1. I almost always shop with a purpose. Meaning, I don't just go to the grocery store and buy what looks good. I check the grocery store ads to see where the deals are, and I plan meals around those items. If chicken is on sale, then I plan to cook chicken. If roast is on sale, then that's what we're having. (Or, at least that's what I'm buying to freeze.) After checking the ads, I make a menu, usually for two weeks, detailing plans for breakfasts and dinners. I make my grocery list based on what I need for those meals. Everything I buy, I buy for a reason, and I use coupons wherever I can.

2. I cook from scratch most of the time. That means, I buy basics like flour (which I don't buy a whole lot of, since I grind my own wheat), sugar, eggs, butter, buttermilk, etc. You can bake a whole lot more with the basics than if you spent the same amount on prepackaged items. That means that if I want to make biscuits and gravy for breakfast, I (usually) make my own biscuits. I say 'usually', because there have been a few times that I had a coupon for Pillsbury refrigerated biscuits that was such an amazing deal, I chose to use that and count it as a time saver. But, usually, nutrition is way more important to me than time, so I opt in that direction.

3. I grind wheat and bake most of our bread. I also make powdered milk and will keep it in the fridge to use in baking, saving the fresh milk for drinking. We go through about a gallon a day--and that's with me saying, "Get out of the milk!", so it adds up. Using wheat and powdered milk also helps me feel confident using our food storage.
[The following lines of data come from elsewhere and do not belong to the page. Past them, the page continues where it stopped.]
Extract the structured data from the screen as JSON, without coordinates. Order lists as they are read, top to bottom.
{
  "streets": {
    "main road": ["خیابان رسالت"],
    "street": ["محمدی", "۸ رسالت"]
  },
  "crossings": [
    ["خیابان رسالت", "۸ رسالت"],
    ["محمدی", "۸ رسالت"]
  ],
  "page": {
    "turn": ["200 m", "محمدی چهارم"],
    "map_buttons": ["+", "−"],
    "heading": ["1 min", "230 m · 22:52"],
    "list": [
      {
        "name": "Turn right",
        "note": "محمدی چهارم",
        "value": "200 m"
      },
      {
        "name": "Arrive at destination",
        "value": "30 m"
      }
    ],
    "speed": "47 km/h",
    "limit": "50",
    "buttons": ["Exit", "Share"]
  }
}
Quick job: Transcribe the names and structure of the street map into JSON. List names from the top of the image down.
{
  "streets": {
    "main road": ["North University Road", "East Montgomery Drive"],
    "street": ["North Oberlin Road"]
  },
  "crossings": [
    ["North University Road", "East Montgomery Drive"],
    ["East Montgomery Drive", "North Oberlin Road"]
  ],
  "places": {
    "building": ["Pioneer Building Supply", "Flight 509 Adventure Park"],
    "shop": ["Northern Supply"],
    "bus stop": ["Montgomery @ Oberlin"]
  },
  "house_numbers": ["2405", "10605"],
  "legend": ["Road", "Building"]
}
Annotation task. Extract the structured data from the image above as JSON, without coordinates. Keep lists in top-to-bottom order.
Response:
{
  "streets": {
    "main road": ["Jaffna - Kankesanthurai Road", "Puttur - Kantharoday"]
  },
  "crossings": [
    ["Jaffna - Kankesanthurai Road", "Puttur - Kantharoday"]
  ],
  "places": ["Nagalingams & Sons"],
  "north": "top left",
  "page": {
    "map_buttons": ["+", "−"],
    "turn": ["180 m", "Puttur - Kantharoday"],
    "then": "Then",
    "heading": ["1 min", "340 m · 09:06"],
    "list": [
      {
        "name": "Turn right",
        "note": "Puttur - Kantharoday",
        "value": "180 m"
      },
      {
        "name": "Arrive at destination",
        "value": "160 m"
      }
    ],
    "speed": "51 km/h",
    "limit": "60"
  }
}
4. When I plan our menus, I schedule non-meat days. I usually try to schedule one bean day, one soup day, one vegetarian day, and one salad day. That keeps our meat consumption down, and it diversifies our nutrition. For bean day we might have chili, or black bean and chicken enchiladas. For soup day we might have lentil vegetable soup, or chicken tortilla soup, or black bean soup (we love black beans), or cheddar broccoli soup. For vegetarian day we might have a quiche, or a vegetable lasagna, or baked potato bar. For salad night we have some kind of huge dinner salad, like BBQ chicken salad, or taco salad, or just a huge salad bar night with a gazillion choices to make your own. Now obviously, many of these meals can be served in different categories (taco salad, if made with beans only and not meat can be our vegetarian night, for example), but the point is, it gets us out of the meat and side dish routine, and forces us to use a whole lot more veggies and grains. My kids eat a LOT of fruits and veggies. I pile their plates with vegetables or salad, and they eat it all, because they have to. I do not feel bad requiring them to eat large amounts of vegetables, so there. They can choose not to once they're out of my house, but these are the years that their bodies are growing and that growth is my responsibility. Also, I think they've developed good habits and a taste for vegetables, which will carry over into their adult years.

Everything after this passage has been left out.